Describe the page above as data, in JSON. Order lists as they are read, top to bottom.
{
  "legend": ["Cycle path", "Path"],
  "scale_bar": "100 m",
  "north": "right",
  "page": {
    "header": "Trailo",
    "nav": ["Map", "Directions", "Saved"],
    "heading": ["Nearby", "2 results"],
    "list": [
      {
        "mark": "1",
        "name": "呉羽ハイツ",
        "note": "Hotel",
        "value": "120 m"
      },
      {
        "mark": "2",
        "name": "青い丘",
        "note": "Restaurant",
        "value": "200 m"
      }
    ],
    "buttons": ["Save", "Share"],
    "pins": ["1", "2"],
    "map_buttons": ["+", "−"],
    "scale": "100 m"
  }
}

To do. The records above should be repeated in full, exactly as given.

Task solution.
Describe the page above as data, in JSON. Order lists as they are read, top to bottom.
{
  "legend": ["Cycle path", "Path"],
  "scale_bar": "100 m",
  "north": "right",
  "page": {
    "header": "Trailo",
    "nav": ["Map", "Directions", "Saved"],
    "heading": ["Nearby", "2 results"],
    "list": [
      {
        "mark": "1",
        "name": "呉羽ハイツ",
        "note": "Hotel",
        "value": "120 m"
      },
      {
        "mark": "2",
        "name": "青い丘",
        "note": "Restaurant",
        "value": "200 m"
      }
    ],
    "buttons": ["Save", "Share"],
    "pins": ["1", "2"],
    "map_buttons": ["+", "−"],
    "scale": "100 m"
  }
}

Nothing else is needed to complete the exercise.